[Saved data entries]
[Start of section]

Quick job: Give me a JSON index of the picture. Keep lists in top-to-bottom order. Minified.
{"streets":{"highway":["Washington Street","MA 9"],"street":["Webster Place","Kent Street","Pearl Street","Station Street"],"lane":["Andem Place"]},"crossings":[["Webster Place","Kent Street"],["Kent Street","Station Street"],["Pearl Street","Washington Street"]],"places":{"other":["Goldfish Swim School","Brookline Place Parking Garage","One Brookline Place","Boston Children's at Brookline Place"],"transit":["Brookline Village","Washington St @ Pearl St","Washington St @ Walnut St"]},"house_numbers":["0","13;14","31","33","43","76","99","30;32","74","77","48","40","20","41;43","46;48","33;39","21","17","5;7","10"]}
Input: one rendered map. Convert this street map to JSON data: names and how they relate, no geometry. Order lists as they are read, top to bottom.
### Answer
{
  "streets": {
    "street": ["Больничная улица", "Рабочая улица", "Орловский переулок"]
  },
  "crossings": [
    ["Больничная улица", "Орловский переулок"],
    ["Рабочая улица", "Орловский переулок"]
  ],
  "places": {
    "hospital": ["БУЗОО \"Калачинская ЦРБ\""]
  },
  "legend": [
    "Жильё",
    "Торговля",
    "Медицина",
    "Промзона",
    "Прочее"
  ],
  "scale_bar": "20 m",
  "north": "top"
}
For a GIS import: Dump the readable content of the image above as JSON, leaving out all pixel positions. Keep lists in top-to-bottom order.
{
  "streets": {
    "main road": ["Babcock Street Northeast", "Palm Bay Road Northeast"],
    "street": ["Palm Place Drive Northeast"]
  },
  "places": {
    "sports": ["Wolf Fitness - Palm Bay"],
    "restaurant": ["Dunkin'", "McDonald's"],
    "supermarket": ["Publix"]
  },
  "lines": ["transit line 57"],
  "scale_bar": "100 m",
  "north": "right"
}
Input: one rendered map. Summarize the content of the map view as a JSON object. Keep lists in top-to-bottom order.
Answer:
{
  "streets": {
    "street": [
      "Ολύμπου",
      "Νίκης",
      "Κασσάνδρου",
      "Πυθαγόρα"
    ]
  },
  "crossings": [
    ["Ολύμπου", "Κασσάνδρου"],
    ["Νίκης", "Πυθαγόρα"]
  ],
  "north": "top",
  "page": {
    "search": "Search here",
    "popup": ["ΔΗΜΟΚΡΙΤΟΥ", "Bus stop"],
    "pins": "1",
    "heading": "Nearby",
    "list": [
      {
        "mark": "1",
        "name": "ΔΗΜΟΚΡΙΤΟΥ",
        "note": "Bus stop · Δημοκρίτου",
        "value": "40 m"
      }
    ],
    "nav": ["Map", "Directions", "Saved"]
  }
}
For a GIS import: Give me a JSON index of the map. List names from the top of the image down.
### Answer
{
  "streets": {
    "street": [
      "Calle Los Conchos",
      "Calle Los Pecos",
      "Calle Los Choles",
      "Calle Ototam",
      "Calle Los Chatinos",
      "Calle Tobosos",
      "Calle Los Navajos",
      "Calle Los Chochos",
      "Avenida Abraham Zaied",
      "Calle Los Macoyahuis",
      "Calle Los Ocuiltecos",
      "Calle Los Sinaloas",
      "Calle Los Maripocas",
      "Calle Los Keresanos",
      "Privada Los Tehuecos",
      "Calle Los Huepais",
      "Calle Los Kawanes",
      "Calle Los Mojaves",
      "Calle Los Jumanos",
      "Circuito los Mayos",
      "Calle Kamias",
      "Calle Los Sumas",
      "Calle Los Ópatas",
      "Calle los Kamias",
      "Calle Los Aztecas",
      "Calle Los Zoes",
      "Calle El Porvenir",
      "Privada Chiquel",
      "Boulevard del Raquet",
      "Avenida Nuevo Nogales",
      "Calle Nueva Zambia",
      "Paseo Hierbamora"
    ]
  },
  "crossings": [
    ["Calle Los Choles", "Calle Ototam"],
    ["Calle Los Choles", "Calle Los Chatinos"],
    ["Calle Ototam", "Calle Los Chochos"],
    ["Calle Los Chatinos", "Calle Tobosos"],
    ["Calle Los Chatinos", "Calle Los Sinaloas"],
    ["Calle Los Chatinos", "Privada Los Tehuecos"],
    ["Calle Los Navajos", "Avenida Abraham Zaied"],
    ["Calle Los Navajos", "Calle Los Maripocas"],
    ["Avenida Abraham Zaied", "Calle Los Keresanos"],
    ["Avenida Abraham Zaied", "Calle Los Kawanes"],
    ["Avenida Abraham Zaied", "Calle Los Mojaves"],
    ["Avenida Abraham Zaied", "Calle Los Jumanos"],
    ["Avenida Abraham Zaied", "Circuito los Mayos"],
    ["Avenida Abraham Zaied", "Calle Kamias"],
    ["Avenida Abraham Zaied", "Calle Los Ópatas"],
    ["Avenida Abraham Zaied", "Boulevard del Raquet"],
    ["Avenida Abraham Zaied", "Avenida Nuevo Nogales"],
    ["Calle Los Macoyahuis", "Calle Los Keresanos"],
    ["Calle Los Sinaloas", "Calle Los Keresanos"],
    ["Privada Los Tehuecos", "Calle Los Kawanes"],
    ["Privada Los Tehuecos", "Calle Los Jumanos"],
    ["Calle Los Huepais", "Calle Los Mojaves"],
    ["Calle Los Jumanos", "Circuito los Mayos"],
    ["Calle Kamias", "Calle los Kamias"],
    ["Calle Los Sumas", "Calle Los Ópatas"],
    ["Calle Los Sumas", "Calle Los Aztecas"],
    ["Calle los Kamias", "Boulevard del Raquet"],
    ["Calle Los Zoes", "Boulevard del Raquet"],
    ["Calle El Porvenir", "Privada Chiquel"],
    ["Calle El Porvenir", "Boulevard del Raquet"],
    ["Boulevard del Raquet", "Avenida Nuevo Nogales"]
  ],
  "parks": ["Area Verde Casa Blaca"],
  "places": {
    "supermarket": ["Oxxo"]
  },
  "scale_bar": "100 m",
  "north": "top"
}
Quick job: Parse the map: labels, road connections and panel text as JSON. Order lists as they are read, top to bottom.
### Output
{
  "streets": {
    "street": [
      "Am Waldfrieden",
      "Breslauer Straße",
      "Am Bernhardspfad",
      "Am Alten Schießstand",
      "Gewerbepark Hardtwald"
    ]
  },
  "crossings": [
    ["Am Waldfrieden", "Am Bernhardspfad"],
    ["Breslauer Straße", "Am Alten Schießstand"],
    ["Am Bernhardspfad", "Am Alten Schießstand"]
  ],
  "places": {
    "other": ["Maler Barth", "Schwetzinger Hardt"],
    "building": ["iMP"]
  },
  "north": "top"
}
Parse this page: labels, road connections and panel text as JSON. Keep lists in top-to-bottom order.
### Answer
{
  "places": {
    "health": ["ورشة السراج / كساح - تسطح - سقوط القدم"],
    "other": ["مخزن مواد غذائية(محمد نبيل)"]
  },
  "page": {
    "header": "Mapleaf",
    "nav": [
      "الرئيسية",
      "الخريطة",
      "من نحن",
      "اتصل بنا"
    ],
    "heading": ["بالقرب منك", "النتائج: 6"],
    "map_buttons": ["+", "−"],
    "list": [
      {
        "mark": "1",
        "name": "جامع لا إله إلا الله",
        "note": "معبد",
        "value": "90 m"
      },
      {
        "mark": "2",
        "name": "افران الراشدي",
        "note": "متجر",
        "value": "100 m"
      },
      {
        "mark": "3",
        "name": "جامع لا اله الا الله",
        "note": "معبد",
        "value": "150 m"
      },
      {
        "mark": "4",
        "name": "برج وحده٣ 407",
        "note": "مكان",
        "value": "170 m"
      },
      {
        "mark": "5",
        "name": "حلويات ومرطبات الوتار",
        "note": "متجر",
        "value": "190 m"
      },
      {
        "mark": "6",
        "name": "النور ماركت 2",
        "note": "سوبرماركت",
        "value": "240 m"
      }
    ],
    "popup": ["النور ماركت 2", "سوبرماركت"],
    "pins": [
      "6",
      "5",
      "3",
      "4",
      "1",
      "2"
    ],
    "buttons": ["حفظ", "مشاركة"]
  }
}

[End of section]

◆ Work to complete: Write out exactly the lines between the start of the entries and the line containing "Input: one rendered map. Summarize", including that line and the first one.

◆ Answer to the exercise:
Quick job: Give me a JSON index of the picture. Keep lists in top-to-bottom order. Minified.
{"streets":{"highway":["Washington Street","MA 9"],"street":["Webster Place","Kent Street","Pearl Street","Station Street"],"lane":["Andem Place"]},"crossings":[["Webster Place","Kent Street"],["Kent Street","Station Street"],["Pearl Street","Washington Street"]],"places":{"other":["Goldfish Swim School","Brookline Place Parking Garage","One Brookline Place","Boston Children's at Brookline Place"],"transit":["Brookline Village","Washington St @ Pearl St","Washington St @ Walnut St"]},"house_numbers":["0","13;14","31","33","43","76","99","30;32","74","77","48","40","20","41;43","46;48","33;39","21","17","5;7","10"]}
Input: one rendered map. Convert this street map to JSON data: names and how they relate, no geometry. Order lists as they are read, top to bottom.
### Answer
{
  "streets": {
    "street": ["Больничная улица", "Рабочая улица", "Орловский переулок"]
  },
  "crossings": [
    ["Больничная улица", "Орловский переулок"],
    ["Рабочая улица", "Орловский переулок"]
  ],
  "places": {
    "hospital": ["БУЗОО \"Калачинская ЦРБ\""]
  },
  "legend": [
    "Жильё",
    "Торговля",
    "Медицина",
    "Промзона",
    "Прочее"
  ],
  "scale_bar": "20 m",
  "north": "top"
}
For a GIS import: Dump the readable content of the image above as JSON, leaving out all pixel positions. Keep lists in top-to-bottom order.
{
  "streets": {
    "main road": ["Babcock Street Northeast", "Palm Bay Road Northeast"],
    "street": ["Palm Place Drive Northeast"]
  },
  "places": {
    "sports": ["Wolf Fitness - Palm Bay"],
    "restaurant": ["Dunkin'", "McDonald's"],
    "supermarket": ["Publix"]
  },
  "lines": ["transit line 57"],
  "scale_bar": "100 m",
  "north": "right"
}
Input: one rendered map. Summarize the content of the map view as a JSON object. Keep lists in top-to-bottom order.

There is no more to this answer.